Hydroélectricité en Afrique- Développement potentiel

Les développements d’infrastructures dans les domaines de l’eau, de l’énergie et des trans­ports sont indispensables, dans un monde sous-développé, pour créer un climat de croissance et rédui­re la pauvreté.

L’Afrique Subsaharienne représente 13% de la population mondiale. Dans cette zone, 600 millions d’habitants, soit plus de la moitié, n’ont pas accès à l’électricité.

Sept pays seulement, le Cameroun, la Côte d’Ivoire, le Gabon, le Ghana, la Namibie, le Sénégal et l’Afrique du Sud, ont un taux d’accessibilité supérieur à 50%, si bien que la consommation hors Afrique du Sud est de moins de 200 KWh par an. La disponibilité d’une énergie abordable, fiable et durable, représente l’un des principaux objectifs des gouvernements et des organismes internationaux. Encouragées par la récen­te croissance économique de nombreux pays africains (>4% par an), de nombreuses initiatives ont vu le jour. Plusieurs programmes récents mettent l’accent sur l’avenir :

  • «Énergie durable pour tous» des Nations Unies.
  • «Power Africa» du président Obama en 2013.
  • «Énergie pour l’Afrique», projet défendu par Jean-Louis Borloo.
  • «Plan d’action» adopté le 2 octobre 2015 par le G20.
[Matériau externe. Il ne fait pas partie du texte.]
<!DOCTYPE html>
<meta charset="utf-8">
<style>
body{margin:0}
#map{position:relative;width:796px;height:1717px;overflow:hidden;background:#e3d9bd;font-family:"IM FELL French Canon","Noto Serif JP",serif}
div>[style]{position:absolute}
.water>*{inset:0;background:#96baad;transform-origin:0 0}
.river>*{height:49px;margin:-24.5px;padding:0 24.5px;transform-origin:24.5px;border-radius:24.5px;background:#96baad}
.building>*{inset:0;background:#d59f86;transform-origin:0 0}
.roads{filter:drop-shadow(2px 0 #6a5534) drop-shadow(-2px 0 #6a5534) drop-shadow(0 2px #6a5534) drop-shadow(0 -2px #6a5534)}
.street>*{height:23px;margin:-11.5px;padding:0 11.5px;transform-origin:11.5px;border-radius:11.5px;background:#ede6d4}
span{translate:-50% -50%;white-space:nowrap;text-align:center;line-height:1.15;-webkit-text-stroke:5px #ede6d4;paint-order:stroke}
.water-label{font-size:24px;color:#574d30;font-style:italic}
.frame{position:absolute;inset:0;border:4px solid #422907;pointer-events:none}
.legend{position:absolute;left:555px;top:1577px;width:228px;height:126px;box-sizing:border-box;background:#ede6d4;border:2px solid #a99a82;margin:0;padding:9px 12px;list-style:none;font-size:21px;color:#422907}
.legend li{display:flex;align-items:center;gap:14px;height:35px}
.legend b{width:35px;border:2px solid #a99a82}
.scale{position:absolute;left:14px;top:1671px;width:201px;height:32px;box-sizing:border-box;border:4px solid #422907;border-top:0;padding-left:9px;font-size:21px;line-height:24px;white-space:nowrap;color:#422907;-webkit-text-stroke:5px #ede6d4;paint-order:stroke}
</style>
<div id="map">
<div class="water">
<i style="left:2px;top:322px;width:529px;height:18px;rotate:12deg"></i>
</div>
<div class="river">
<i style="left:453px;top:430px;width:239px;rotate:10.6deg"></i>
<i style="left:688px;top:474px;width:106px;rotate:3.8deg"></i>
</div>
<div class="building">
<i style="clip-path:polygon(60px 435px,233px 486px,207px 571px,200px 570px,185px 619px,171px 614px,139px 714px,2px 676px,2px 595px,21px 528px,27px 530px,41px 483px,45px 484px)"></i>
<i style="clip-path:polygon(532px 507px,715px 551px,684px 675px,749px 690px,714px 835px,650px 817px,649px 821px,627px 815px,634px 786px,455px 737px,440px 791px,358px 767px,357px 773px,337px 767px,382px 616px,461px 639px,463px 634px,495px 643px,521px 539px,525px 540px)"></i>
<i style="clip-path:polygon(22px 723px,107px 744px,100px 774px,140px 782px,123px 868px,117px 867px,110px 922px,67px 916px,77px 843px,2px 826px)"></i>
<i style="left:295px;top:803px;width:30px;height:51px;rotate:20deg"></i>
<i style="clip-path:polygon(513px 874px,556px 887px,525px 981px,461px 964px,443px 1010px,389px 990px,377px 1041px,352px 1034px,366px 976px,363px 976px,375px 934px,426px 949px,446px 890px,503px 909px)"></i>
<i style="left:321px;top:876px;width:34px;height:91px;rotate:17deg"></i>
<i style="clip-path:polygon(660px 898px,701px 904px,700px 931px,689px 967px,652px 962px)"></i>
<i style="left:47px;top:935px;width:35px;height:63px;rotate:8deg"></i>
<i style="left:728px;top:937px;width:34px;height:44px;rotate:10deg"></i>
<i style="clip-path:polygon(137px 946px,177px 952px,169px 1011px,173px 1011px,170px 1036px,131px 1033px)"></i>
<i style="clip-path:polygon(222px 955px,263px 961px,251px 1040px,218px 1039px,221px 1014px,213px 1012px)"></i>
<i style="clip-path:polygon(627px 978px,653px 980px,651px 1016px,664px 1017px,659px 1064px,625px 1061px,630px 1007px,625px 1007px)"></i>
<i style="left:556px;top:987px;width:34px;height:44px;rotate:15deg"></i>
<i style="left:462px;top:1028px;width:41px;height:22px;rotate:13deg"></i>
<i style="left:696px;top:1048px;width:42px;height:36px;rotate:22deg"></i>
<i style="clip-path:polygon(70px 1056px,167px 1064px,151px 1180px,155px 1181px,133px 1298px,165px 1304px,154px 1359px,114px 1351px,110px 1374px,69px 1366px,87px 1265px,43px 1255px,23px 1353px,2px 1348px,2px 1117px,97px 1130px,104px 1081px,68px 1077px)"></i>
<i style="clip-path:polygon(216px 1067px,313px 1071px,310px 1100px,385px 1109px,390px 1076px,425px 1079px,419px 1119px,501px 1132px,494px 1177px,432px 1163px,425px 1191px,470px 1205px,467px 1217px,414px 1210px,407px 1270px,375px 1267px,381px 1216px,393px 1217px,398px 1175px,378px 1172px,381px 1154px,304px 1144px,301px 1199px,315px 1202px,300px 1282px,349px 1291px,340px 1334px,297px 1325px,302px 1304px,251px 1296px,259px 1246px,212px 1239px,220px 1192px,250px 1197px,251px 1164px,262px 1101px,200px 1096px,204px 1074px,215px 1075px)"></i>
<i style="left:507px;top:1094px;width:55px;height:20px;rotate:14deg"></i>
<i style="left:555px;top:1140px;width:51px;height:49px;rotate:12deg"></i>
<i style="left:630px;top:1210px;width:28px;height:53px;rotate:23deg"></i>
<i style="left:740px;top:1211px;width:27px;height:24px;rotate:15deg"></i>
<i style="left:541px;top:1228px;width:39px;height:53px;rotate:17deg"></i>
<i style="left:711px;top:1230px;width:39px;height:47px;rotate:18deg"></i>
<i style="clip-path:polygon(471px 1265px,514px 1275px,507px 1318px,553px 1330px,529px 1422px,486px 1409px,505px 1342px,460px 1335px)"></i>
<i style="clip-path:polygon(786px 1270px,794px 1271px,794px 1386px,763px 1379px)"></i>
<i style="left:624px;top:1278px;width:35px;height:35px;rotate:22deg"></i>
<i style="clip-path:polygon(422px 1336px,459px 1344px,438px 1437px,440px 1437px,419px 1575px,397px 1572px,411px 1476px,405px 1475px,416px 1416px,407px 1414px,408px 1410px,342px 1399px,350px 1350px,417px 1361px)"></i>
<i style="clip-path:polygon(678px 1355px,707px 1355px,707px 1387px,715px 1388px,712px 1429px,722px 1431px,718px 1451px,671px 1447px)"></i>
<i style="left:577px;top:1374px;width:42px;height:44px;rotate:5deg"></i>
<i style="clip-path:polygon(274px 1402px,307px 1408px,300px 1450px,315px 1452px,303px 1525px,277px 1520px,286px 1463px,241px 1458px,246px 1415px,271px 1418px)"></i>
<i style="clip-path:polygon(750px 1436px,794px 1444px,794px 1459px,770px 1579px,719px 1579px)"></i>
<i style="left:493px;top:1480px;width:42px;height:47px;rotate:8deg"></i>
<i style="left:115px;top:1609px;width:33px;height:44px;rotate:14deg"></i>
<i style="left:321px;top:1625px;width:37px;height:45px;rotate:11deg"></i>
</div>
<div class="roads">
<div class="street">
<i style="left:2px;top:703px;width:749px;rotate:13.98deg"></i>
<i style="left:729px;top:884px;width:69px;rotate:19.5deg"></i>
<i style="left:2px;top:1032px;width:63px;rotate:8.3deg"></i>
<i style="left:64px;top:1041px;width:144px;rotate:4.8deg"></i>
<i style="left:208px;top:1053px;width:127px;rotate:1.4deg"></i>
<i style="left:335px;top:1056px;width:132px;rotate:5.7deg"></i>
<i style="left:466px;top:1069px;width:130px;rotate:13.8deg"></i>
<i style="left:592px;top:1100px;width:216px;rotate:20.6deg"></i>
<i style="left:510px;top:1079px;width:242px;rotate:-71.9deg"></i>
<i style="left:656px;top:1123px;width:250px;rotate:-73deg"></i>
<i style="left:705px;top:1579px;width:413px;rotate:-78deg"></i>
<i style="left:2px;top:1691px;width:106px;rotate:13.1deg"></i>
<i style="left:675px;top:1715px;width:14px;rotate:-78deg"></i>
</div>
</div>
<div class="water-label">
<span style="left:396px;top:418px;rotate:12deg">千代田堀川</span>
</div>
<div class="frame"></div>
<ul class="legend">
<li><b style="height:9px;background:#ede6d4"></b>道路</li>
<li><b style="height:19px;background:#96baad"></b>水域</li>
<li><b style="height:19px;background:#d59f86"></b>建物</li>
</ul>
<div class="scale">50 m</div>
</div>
La Banque Mondiale et la Banque Africaine de Développement sont prêtes à augmenter leurs efforts. Avec des conditions d’investissement satisfaisantes, les capitaux privés, qui sont indispensables, devraient suivre. Dans le domaine des barrages et des lignes de transmission, la Chine a été très active comme maître d’œuvre par l’intermédiaire de «Sinohydro Corporation», connue pour le barrage des Trois Gorges et les barrages du Mékong.


 

Aperçu rapide de la question concernant l’énergie électrique en Afrique.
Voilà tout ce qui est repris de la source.